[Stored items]
..............................
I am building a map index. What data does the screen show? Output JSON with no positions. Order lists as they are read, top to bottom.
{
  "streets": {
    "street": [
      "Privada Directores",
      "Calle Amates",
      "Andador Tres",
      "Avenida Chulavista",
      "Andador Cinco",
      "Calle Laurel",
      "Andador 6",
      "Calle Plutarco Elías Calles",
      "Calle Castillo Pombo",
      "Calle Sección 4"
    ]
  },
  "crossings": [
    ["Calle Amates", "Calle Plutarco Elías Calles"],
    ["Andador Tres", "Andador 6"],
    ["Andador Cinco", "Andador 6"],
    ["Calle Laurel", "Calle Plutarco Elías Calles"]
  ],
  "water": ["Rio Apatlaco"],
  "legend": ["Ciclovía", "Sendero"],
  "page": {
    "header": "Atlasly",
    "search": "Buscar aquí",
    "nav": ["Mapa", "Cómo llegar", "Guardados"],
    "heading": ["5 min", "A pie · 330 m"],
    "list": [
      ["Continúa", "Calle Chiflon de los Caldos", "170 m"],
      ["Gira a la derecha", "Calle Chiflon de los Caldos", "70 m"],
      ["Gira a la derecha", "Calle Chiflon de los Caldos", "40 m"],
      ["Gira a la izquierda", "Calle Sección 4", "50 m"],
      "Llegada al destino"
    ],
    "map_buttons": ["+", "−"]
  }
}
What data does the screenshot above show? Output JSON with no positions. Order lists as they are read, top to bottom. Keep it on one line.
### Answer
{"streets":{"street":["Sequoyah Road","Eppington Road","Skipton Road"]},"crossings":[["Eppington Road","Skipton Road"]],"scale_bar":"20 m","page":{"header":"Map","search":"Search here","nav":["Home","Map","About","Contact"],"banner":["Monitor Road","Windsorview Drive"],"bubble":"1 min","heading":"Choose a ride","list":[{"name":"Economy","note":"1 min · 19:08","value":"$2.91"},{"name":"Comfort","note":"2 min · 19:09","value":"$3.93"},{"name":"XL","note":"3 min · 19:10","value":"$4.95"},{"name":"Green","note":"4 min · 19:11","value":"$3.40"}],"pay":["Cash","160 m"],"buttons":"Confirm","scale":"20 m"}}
..............................
#### [Task requirements]
All of the records above should be repeated exactly.

#### [Answer to the problem]
I am building a map index. What data does the screen show? Output JSON with no positions. Order lists as they are read, top to bottom.
{
  "streets": {
    "street": [
      "Privada Directores",
      "Calle Amates",
      "Andador Tres",
      "Avenida Chulavista",
      "Andador Cinco",
      "Calle Laurel",
      "Andador 6",
      "Calle Plutarco Elías Calles",
      "Calle Castillo Pombo",
      "Calle Sección 4"
    ]
  },
  "crossings": [
    ["Calle Amates", "Calle Plutarco Elías Calles"],
    ["Andador Tres", "Andador 6"],
    ["Andador Cinco", "Andador 6"],
    ["Calle Laurel", "Calle Plutarco Elías Calles"]
  ],
  "water": ["Rio Apatlaco"],
  "legend": ["Ciclovía", "Sendero"],
  "page": {
    "header": "Atlasly",
    "search": "Buscar aquí",
    "nav": ["Mapa", "Cómo llegar", "Guardados"],
    "heading": ["5 min", "A pie · 330 m"],
    "list": [
      ["Continúa", "Calle Chiflon de los Caldos", "170 m"],
      ["Gira a la derecha", "Calle Chiflon de los Caldos", "70 m"],
      ["Gira a la derecha", "Calle Chiflon de los Caldos", "40 m"],
      ["Gira a la izquierda", "Calle Sección 4", "50 m"],
      "Llegada al destino"
    ],
    "map_buttons": ["+", "−"]
  }
}
What data does the screenshot above show? Output JSON with no positions. Order lists as they are read, top to bottom. Keep it on one line.
### Answer
{"streets":{"street":["Sequoyah Road","Eppington Road","Skipton Road"]},"crossings":[["Eppington Road","Skipton Road"]],"scale_bar":"20 m","page":{"header":"Map","search":"Search here","nav":["Home","Map","About","Contact"],"banner":["Monitor Road","Windsorview Drive"],"bubble":"1 min","heading":"Choose a ride","list":[{"name":"Economy","note":"1 min · 19:08","value":"$2.91"},{"name":"Comfort","note":"2 min · 19:09","value":"$3.93"},{"name":"XL","note":"3 min · 19:10","value":"$4.95"},{"name":"Green","note":"4 min · 19:11","value":"$3.40"}],"pay":["Cash","160 m"],"buttons":"Confirm","scale":"20 m"}}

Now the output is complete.